Hukum adat pun dibentuk dan diliputi oleh nilai-nilai agama, sebagaimana Soepomo dalam Otje Salman Soemadiningrat (2011:14), memandangnya sebagai hukum tidak tertulis dan dipertahankan fungsionaris hukum serta mengandung sanksi yang disana sini mengadung unsur agama. Dengan demikan, Soepomo mengartikan hukum adat merupakan hukum yang menjelmakan perasaan hukum yang nyata dari rakyat, dan sebagai hukum rakyat hukum adat terus menerus dalam keadaan tumbuh dan berkembang seperti hidup masyarakat itu sendiri.

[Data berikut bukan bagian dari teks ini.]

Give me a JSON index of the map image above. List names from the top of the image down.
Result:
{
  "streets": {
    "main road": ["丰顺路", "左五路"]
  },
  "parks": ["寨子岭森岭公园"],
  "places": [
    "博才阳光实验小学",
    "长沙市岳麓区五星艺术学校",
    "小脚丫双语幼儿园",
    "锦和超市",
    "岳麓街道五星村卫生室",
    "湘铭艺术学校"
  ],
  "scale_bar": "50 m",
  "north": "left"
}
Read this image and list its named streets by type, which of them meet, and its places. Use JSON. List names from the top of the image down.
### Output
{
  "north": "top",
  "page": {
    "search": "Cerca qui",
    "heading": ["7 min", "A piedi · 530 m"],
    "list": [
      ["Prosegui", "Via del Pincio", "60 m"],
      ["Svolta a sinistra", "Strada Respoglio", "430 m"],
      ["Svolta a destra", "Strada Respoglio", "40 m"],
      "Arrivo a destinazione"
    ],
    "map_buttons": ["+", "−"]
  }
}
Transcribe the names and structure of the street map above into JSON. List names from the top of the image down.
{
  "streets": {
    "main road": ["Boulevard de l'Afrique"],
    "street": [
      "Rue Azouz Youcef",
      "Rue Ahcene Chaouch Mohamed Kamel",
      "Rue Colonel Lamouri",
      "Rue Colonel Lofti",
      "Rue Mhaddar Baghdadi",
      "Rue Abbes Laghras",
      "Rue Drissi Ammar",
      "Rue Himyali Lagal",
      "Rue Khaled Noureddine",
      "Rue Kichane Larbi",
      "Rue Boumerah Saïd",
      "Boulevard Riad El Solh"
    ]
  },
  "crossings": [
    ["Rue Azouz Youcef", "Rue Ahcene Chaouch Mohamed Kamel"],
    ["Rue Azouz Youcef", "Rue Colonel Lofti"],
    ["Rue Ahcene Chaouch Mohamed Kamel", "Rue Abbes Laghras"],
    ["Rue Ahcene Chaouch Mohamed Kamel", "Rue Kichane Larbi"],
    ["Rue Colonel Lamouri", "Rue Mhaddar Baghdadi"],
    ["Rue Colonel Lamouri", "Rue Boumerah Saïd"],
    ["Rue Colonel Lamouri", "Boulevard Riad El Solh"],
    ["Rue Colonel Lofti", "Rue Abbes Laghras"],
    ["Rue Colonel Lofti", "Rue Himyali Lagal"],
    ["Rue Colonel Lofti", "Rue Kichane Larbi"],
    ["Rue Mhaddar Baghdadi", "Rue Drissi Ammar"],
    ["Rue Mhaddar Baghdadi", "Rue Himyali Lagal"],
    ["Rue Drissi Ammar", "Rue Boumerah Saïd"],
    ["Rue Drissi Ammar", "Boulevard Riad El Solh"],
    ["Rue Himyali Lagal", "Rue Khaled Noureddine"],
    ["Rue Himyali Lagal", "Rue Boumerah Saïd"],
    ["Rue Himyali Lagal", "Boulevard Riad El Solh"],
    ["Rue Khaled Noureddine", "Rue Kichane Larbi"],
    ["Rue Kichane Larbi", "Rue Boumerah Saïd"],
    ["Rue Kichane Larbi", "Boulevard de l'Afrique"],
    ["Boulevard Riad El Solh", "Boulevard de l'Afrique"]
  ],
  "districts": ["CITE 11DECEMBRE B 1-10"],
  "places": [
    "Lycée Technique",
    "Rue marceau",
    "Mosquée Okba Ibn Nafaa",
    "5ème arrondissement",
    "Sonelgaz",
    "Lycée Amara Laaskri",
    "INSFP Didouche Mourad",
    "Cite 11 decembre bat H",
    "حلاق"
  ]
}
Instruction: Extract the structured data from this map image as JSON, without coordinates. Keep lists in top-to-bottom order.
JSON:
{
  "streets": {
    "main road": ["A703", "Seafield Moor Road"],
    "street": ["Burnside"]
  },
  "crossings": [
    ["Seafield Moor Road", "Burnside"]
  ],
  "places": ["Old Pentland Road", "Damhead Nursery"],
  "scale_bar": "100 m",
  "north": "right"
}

Hukum adat mempunyai corak yang hanya dapat diketahui dengan secara sungguh-sungguh bilamana diketahui tentang ajaran-ajaran hukum adat yang menjadi jiwannya. Ajaran-ajaran tersebut dapat disimpulkan dari pepatah-pepatah dan kiasan-kiasan yang lebih mengutamakan bekerja dengan asas-asas pokok saja. Hal tersebut memberikan kepercayaan yang besar dan penuh kepada fungsionaris adat untuk melaksanakan hukum adat, serta menjadikan masyarakat menjadi pokok perhatiannya atau mempunyai corak komunal (M.Koesnoe 1979:9).

Sesungguhnya, sangat banyak ditemukan rumusan-rumusan tentang hukum adat dalam berbagai literatur, namun dari pengertian dan rumusan tersebut, kiranya sudah cukup untuk memberikan gambaran tentang apa itu hukum adat. Hukum adat merupakan adat (kebiasaan) istiadat yang menjadi hukum adat yang pada umunya tidak tertulis, mempunyai sanksi, adanya prosedur penegakan hukum oleh fungsionarisnya, serta mengandung unsur agama.